◆ YOUR GOAL
In the data that follows, how many lines contain the word "rule"? Give only that number.

[Stored data entries]
=====
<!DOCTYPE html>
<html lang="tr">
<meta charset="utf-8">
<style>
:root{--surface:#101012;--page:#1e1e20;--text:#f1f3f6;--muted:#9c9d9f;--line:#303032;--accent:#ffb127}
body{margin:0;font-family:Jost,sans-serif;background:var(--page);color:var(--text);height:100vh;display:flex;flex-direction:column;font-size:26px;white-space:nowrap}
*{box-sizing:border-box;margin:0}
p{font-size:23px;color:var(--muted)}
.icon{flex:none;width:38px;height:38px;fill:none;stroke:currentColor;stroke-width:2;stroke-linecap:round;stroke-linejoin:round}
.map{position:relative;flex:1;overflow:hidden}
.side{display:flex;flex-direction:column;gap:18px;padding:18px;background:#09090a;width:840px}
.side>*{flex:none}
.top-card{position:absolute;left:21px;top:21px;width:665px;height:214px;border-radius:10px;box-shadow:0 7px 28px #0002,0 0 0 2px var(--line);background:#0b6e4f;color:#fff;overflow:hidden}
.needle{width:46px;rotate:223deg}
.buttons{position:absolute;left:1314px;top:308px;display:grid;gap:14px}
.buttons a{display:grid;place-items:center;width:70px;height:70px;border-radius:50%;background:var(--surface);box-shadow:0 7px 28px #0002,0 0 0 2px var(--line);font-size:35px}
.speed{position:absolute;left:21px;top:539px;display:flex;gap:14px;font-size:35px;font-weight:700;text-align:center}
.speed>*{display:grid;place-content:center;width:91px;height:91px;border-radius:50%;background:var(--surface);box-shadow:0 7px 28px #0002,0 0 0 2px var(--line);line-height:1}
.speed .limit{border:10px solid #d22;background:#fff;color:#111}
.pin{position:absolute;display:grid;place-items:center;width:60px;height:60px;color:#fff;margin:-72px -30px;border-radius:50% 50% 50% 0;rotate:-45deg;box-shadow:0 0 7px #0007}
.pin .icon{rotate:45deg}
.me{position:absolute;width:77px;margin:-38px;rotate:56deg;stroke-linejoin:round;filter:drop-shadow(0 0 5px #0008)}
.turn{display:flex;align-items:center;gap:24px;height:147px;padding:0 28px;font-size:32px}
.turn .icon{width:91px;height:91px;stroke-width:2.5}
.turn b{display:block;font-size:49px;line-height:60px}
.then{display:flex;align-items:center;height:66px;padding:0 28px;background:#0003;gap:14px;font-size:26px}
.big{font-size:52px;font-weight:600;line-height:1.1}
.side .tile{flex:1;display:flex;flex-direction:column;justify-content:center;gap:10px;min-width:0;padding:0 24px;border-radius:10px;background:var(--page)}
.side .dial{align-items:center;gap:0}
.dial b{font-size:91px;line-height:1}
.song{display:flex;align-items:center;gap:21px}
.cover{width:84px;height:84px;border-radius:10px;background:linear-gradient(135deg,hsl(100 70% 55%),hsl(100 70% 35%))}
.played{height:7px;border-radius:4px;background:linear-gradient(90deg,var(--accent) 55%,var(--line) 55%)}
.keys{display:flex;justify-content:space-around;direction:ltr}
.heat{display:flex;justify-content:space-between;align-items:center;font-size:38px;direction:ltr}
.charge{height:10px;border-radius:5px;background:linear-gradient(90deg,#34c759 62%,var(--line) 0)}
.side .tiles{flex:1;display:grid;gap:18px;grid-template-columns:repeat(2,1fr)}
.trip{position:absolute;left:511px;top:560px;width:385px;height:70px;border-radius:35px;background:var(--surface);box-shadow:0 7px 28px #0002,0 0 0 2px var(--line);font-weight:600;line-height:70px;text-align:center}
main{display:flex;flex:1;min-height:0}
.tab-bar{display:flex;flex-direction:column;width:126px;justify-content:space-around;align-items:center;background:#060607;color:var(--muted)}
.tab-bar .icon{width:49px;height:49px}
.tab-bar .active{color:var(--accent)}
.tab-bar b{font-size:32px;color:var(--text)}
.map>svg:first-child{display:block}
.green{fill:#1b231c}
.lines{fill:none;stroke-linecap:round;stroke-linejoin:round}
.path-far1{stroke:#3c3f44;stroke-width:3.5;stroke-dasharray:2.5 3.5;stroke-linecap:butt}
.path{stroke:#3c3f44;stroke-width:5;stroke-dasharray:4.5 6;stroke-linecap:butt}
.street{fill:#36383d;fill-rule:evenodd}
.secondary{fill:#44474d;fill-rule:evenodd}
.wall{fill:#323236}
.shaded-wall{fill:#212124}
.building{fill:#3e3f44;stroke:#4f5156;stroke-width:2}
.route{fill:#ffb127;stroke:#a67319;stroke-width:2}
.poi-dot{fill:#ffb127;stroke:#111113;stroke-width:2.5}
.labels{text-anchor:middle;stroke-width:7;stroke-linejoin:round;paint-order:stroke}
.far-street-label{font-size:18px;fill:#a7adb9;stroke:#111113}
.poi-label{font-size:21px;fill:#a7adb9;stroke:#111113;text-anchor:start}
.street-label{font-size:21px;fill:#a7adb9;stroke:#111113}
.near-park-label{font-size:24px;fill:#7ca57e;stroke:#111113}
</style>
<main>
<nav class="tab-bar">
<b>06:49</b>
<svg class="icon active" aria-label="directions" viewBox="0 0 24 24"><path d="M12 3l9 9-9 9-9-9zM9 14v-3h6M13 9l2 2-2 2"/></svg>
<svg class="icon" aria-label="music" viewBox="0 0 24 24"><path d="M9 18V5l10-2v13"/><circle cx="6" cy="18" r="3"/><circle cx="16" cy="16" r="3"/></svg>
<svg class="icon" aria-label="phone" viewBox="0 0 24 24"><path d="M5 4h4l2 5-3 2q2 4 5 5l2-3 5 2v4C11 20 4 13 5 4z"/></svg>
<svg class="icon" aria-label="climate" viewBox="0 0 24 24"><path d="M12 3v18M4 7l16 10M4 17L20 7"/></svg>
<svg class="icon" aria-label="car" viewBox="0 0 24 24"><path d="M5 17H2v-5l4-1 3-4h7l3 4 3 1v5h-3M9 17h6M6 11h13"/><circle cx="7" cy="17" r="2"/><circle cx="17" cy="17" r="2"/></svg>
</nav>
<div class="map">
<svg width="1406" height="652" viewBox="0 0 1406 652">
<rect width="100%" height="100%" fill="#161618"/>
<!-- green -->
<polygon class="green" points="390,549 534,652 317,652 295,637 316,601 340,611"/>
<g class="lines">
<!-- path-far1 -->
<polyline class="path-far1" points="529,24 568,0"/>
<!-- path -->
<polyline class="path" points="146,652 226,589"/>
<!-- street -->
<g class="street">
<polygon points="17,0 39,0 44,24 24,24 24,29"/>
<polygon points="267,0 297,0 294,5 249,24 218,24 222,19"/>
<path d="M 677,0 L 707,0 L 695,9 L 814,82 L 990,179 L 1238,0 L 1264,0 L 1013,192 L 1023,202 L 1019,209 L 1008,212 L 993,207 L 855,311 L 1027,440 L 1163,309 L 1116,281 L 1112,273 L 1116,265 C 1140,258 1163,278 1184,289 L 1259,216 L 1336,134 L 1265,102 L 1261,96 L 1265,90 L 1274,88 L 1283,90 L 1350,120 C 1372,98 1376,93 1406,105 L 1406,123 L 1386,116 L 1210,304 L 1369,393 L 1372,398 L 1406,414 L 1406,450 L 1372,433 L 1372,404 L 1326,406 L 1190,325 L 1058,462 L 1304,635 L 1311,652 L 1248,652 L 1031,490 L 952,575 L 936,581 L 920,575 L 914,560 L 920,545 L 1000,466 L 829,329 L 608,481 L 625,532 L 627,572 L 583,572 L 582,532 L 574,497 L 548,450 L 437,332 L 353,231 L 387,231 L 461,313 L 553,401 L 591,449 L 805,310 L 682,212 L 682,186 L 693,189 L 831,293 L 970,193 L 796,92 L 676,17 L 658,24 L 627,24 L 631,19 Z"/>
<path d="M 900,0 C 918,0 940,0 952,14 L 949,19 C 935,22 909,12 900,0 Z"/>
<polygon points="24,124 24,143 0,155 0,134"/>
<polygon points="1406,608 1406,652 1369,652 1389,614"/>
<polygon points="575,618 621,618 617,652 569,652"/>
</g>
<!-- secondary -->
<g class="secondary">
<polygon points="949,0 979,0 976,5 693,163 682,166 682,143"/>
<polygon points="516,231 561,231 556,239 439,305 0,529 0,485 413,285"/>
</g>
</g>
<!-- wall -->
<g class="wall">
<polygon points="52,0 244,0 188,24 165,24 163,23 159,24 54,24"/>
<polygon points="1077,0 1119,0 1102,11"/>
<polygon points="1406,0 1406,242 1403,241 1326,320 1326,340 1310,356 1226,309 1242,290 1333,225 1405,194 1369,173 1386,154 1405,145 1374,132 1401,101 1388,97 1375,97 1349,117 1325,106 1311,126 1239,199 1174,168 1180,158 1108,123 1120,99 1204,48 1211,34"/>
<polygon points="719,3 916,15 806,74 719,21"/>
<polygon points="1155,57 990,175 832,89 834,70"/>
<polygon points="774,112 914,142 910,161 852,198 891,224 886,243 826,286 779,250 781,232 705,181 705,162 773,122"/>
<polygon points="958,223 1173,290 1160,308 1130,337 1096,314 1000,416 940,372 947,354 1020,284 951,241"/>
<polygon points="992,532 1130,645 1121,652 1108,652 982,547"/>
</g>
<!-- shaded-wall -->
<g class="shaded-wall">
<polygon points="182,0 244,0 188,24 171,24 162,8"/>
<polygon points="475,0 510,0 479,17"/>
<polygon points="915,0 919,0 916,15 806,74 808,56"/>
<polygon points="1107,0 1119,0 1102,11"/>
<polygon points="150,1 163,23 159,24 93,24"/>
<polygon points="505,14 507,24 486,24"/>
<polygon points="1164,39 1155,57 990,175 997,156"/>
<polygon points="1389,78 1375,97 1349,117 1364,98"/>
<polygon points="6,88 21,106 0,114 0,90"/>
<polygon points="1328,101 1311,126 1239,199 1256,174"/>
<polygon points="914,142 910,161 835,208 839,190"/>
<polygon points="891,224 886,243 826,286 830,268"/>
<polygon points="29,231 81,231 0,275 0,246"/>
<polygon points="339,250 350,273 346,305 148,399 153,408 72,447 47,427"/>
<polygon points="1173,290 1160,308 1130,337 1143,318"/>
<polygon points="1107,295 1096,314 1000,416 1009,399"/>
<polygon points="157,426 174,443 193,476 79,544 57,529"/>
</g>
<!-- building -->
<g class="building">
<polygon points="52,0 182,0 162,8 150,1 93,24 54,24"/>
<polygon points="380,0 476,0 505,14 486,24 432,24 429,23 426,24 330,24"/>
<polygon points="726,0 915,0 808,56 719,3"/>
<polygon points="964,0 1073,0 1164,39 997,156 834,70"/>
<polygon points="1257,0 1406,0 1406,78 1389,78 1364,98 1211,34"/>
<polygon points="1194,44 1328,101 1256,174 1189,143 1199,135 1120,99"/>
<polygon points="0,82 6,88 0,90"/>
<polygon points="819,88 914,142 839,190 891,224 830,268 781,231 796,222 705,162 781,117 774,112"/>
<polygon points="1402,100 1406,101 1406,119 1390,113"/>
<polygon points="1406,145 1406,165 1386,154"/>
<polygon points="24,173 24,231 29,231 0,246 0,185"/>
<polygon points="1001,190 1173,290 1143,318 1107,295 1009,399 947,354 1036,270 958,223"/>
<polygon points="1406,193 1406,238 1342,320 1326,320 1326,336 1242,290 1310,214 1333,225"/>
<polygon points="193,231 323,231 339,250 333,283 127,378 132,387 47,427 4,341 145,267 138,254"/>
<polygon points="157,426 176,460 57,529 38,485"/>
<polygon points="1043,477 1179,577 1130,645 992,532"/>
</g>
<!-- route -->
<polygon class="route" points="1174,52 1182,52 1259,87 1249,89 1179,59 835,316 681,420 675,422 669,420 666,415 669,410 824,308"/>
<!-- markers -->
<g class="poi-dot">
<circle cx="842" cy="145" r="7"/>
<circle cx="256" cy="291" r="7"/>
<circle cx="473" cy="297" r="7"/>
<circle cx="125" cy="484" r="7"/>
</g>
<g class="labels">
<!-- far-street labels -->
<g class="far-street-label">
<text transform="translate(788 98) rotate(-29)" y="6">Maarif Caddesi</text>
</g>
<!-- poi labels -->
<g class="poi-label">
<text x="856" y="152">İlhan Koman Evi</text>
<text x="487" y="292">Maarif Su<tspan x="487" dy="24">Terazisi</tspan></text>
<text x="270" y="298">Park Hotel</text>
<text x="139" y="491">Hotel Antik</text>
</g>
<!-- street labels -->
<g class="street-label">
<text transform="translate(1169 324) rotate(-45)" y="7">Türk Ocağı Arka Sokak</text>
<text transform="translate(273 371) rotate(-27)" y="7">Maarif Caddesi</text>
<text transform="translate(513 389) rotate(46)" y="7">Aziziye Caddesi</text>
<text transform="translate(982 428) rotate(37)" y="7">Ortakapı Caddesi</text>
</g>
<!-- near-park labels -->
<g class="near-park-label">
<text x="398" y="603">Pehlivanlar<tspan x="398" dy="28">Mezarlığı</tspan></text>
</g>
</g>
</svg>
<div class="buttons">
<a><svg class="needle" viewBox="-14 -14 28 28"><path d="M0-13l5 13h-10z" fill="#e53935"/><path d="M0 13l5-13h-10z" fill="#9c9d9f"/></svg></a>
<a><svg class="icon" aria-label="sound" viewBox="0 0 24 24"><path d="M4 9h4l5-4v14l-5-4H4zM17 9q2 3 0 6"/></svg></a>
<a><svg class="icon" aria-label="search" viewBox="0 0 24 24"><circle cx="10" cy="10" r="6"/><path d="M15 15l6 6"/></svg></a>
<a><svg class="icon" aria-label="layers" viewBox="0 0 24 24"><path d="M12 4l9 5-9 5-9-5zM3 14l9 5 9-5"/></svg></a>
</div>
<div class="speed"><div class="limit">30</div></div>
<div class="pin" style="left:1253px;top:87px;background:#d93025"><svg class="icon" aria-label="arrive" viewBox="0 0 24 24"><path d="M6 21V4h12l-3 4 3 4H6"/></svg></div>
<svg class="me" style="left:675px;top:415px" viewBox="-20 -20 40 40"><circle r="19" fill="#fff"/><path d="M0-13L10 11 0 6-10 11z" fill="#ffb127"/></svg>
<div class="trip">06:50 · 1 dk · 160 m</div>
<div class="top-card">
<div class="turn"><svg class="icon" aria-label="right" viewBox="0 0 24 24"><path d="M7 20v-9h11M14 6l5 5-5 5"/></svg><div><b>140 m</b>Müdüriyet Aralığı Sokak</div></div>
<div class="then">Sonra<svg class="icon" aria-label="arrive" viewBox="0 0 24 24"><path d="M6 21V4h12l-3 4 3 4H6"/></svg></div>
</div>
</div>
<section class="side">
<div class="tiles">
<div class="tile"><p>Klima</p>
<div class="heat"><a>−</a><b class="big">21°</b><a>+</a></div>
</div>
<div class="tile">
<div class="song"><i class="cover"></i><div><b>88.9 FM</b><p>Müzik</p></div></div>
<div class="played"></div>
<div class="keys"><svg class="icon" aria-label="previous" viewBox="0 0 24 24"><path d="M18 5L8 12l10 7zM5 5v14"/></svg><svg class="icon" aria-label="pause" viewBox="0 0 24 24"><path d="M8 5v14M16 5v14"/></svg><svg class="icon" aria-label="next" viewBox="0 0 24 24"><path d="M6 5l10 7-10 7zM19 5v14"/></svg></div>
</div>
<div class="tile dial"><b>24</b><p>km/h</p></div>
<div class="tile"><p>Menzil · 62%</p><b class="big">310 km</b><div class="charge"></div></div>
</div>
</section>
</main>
=====
◆ RESPONSE
2